Он поднял голову, и на неё уставились глаза цвета штормового океана.

— Джейкоб Реддик.

У неё перехватило дыхание.

— Так это вы? Мы знакомы.

— Поверьте мне, золотце, — он коротко хохотнул, — ни малейшего шанса.

Он прав. Это невозможно. Кара стала жертвой синдрома ошибочного опознания. Как свидетель, которому при третьем просмотре кажется, что он узнал подозреваемого. После многолетних поисков таинственного незнакомца, после того, как он годами чудился ей повсюду, снился, в её памяти всё спуталось. Ошибка мозга, совместившего лицо из прошлого с лицом сидящего перед ней мужчины. Надо бы разделаться с этим и пойти домой, выпить бокал вина — завтрак любителей ночных смен.

— Ваш адрес?

— Золотце, вы же только что заходили меня проведать. Штат Нью-Йорк, Центральный парк города Нью-Йорк, южная сторона пруда, рядом с террасой.

Она закатила глаза и написала: «постоянного адреса нет».

— Число, месяц, год рождения?

— Семнадцатое апреля… — он замешкался и чуть скривил рот. — Какой сейчас год?

— Простите?

— Год. — Он откинулся на спинку. — Сколько лет после рождества Христова человечество успело прожить к этому прекрасному утру?

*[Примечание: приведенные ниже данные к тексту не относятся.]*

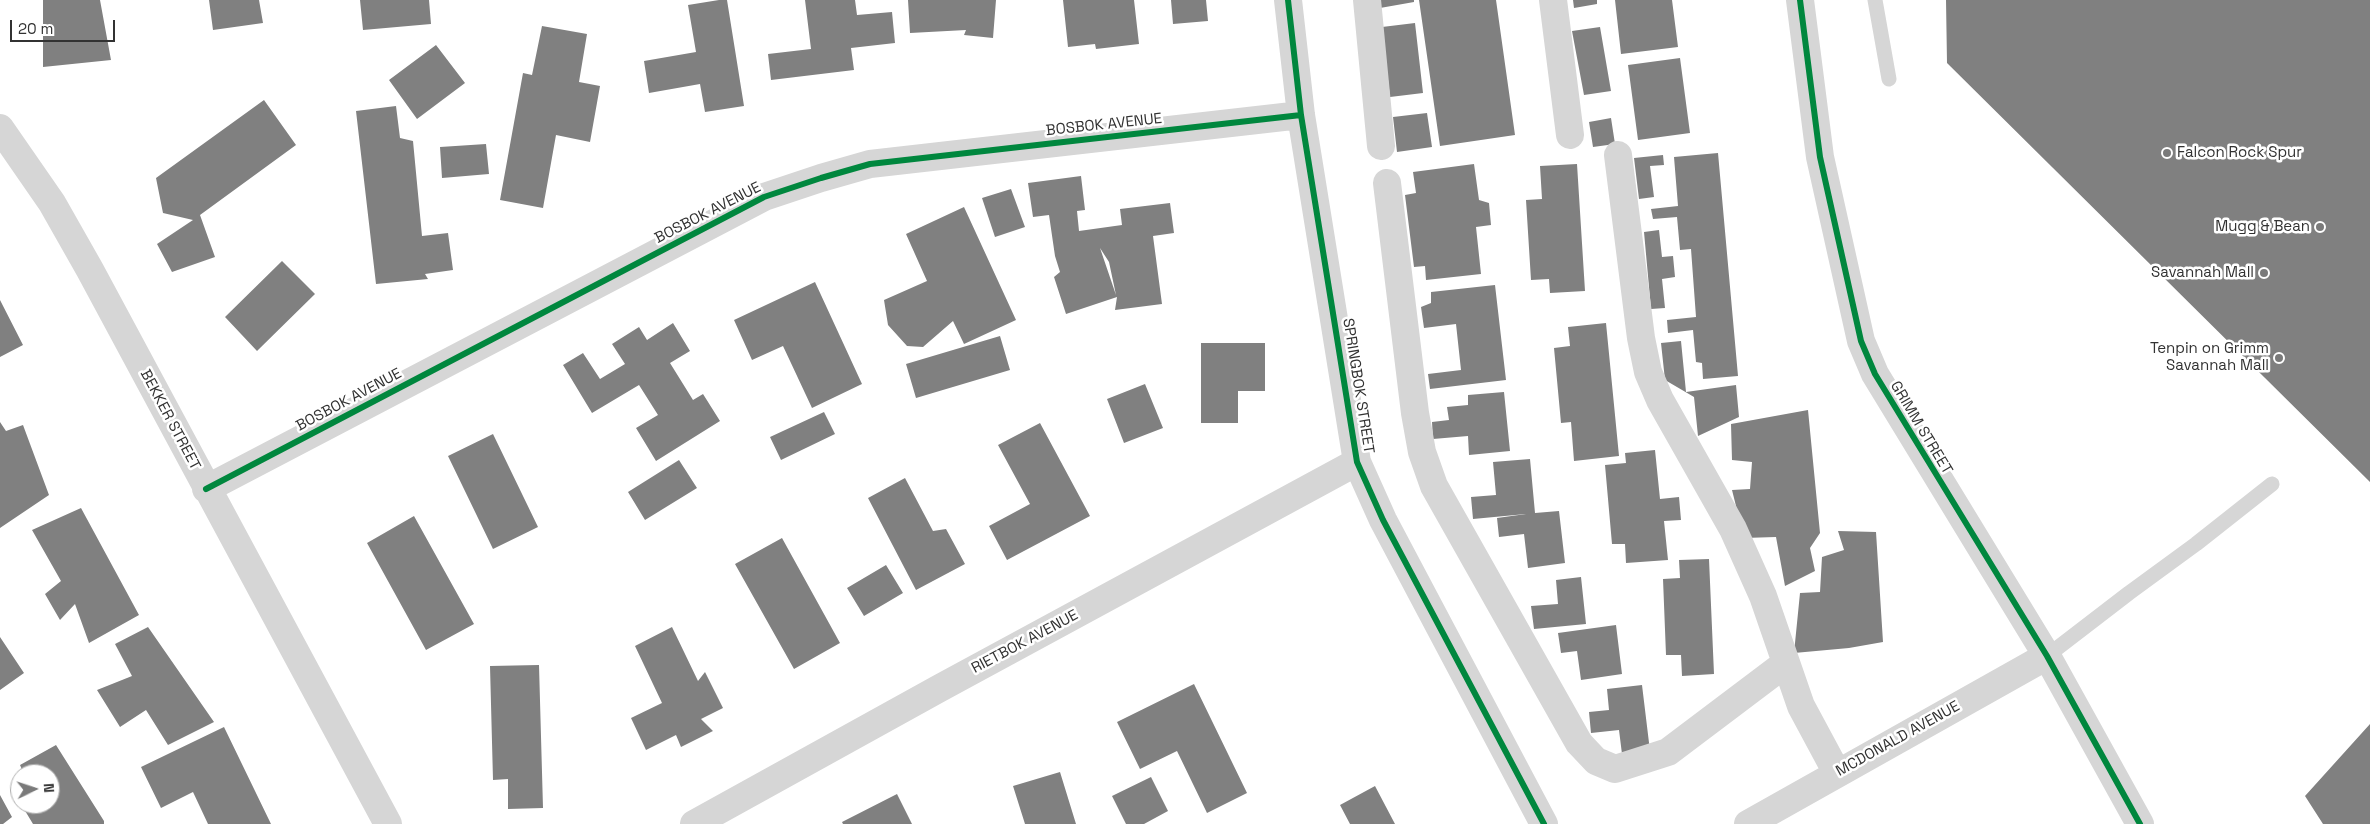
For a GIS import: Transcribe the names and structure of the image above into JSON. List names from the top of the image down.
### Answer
{
  "streets": {
    "street": [
      "BOSBOK AVENUE",
      "SPRINGBOK STREET",
      "BEKKER STREET",
      "GRIMM STREET",
      "RIETBOK AVENUE",
      "MCDONALD AVENUE"
    ]
  },
  "crossings": [
    ["BOSBOK AVENUE", "SPRINGBOK STREET"],
    ["BOSBOK AVENUE", "BEKKER STREET"],
    ["SPRINGBOK STREET", "RIETBOK AVENUE"],
    ["GRIMM STREET", "MCDONALD AVENUE"]
  ],
  "places": [
    "Falcon Rock Spur",
    "Mugg & Bean",
    "Savannah Mall",
    "Tenpin on Grimm Savannah Mall"
  ],
  "scale_bar": "20 m",
  "north": "right"
}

— А, две тысячи девятый. — Может быть, зря она так быстро исключила возможность психушки?

Он на секунду поднял глаза к потолку, а потом постучал пальцем по бланку:

— Напишите: семнадцатое апреля тысяча девятьсот семьдесят седьмого. — И выдал ослепительную улыбку, сверкнувшую в глазах.

У Кары сжался желудок, она поморгала, пытаясь прогнать чувство узнавания. Одиночество заставило её вообразить некую связь между ними. Фокусы подсознания. Уж слишком давно она ни с кем не встречается.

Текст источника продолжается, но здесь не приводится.